Start of RECORDS FOR THIS TASK

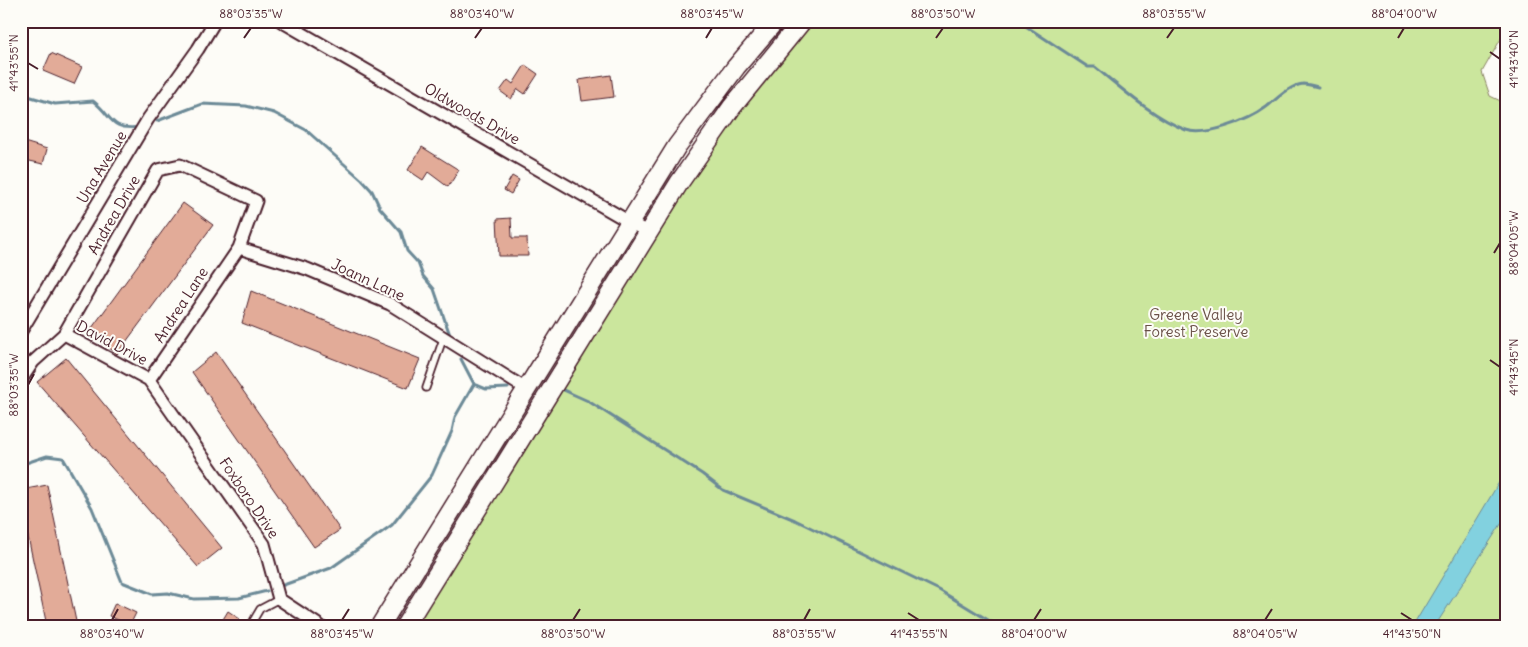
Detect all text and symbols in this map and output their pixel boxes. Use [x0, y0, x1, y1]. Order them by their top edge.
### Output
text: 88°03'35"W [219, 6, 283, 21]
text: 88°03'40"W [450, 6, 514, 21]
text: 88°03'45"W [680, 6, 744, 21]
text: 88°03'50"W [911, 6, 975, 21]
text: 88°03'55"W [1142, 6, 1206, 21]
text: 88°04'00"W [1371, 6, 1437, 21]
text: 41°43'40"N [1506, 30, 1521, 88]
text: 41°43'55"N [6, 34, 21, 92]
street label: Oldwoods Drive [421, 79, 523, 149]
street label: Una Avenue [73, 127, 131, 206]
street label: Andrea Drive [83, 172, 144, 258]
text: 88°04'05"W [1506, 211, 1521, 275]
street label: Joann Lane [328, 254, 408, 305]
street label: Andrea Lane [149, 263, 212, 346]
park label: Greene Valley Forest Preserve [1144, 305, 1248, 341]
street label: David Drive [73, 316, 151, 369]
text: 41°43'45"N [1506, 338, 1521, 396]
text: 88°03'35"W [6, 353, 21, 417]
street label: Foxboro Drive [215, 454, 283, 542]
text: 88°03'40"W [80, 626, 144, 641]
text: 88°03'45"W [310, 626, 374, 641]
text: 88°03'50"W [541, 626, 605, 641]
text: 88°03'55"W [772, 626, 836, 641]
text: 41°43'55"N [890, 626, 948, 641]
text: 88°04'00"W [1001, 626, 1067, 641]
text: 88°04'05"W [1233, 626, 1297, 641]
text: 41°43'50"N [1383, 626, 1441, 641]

End of RECORDS FOR THIS TASK
Start of RECORDS FOR THIS TASK

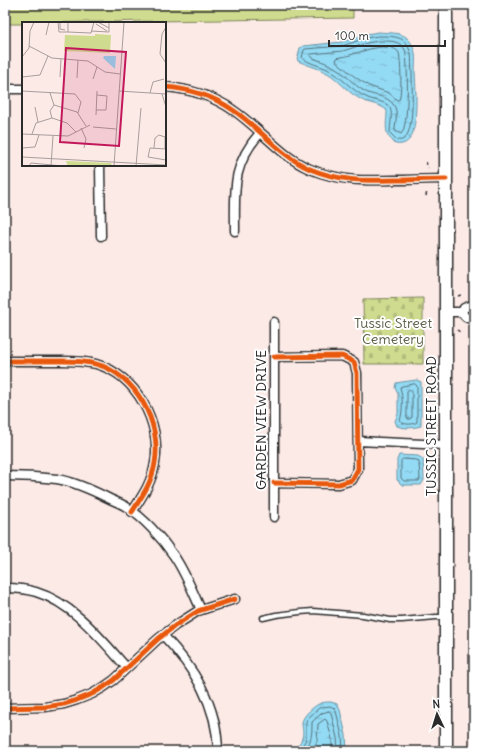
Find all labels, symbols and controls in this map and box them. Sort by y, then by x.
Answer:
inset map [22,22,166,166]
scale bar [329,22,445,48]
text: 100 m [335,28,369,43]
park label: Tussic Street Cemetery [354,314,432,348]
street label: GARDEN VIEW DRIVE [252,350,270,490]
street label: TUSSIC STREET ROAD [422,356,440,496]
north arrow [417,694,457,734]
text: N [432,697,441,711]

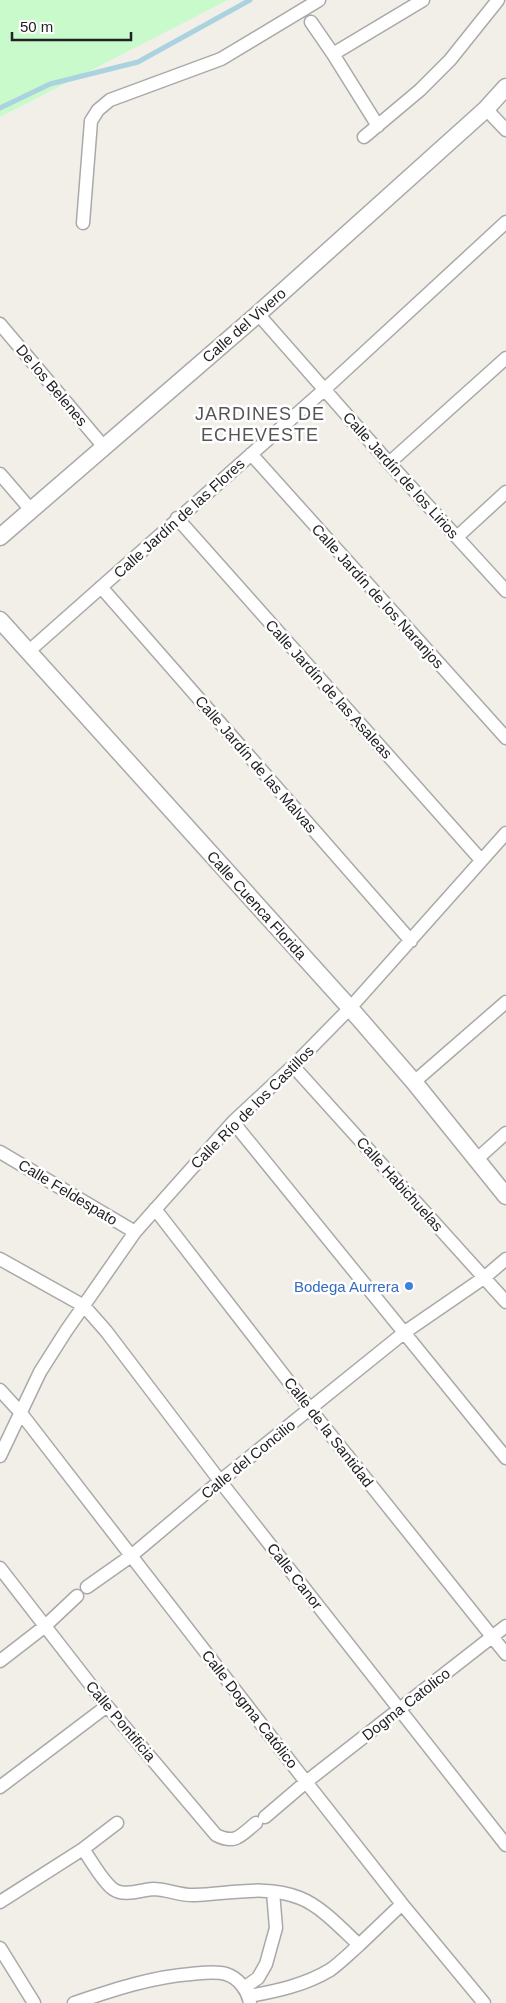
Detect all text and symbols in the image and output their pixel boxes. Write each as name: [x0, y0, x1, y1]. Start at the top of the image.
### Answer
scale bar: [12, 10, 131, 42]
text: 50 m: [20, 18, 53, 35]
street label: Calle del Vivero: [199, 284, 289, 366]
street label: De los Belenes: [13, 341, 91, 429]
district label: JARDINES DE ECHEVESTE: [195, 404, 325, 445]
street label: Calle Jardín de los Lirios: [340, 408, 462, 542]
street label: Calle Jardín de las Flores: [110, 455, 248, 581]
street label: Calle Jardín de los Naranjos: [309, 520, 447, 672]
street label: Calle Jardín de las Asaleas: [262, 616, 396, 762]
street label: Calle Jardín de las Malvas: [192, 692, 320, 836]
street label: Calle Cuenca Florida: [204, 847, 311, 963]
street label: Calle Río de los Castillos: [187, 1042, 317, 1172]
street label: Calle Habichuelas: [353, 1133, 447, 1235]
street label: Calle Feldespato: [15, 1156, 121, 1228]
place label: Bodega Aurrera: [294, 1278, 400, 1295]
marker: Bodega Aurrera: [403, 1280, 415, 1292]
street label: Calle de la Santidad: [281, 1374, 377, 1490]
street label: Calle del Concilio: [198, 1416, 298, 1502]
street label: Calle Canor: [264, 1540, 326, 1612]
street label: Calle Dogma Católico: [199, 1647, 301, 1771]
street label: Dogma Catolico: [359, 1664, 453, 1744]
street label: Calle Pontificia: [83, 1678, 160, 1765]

End of RECORDS FOR THIS TASK
Start of RECORDS FOR THIS TASK

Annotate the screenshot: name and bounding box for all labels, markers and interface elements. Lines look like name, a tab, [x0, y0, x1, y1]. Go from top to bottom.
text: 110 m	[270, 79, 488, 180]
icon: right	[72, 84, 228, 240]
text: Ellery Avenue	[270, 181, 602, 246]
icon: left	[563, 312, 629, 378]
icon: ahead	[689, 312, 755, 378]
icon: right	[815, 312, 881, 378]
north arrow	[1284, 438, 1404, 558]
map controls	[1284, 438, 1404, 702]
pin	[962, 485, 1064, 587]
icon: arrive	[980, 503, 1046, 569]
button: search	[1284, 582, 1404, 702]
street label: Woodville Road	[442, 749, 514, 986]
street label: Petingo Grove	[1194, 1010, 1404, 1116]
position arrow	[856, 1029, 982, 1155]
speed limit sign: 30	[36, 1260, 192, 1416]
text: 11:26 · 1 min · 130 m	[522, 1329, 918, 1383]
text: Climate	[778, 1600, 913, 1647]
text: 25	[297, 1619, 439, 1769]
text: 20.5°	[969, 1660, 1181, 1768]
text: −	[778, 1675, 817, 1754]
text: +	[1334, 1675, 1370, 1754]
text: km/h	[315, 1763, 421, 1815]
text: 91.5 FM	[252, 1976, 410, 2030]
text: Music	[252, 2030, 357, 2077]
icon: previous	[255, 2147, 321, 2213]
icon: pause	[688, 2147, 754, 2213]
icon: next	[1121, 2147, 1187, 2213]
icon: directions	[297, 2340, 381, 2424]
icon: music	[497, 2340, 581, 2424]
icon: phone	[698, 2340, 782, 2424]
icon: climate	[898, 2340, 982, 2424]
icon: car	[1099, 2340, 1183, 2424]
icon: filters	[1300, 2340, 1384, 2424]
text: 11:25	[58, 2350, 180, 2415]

End of RECORDS FOR THIS TASK

▶ [WHAT YOU NEED TO DO] Your output should be the lines above from the one that contains "Find all labels, symbols" through the one that contains "Detect all text and symbols in the", word for word, with pictures left out.

▶ [SOLUTION]
Find all labels, symbols and controls in this map and box them. Sort by y, then by x.
Answer:
inset map [22,22,166,166]
scale bar [329,22,445,48]
text: 100 m [335,28,369,43]
park label: Tussic Street Cemetery [354,314,432,348]
street label: GARDEN VIEW DRIVE [252,350,270,490]
street label: TUSSIC STREET ROAD [422,356,440,496]
north arrow [417,694,457,734]
text: N [432,697,441,711]

Detect all text and symbols in the image and output their pixel boxes. Write each as name: [x0, y0, x1, y1]. Start at the top of the image.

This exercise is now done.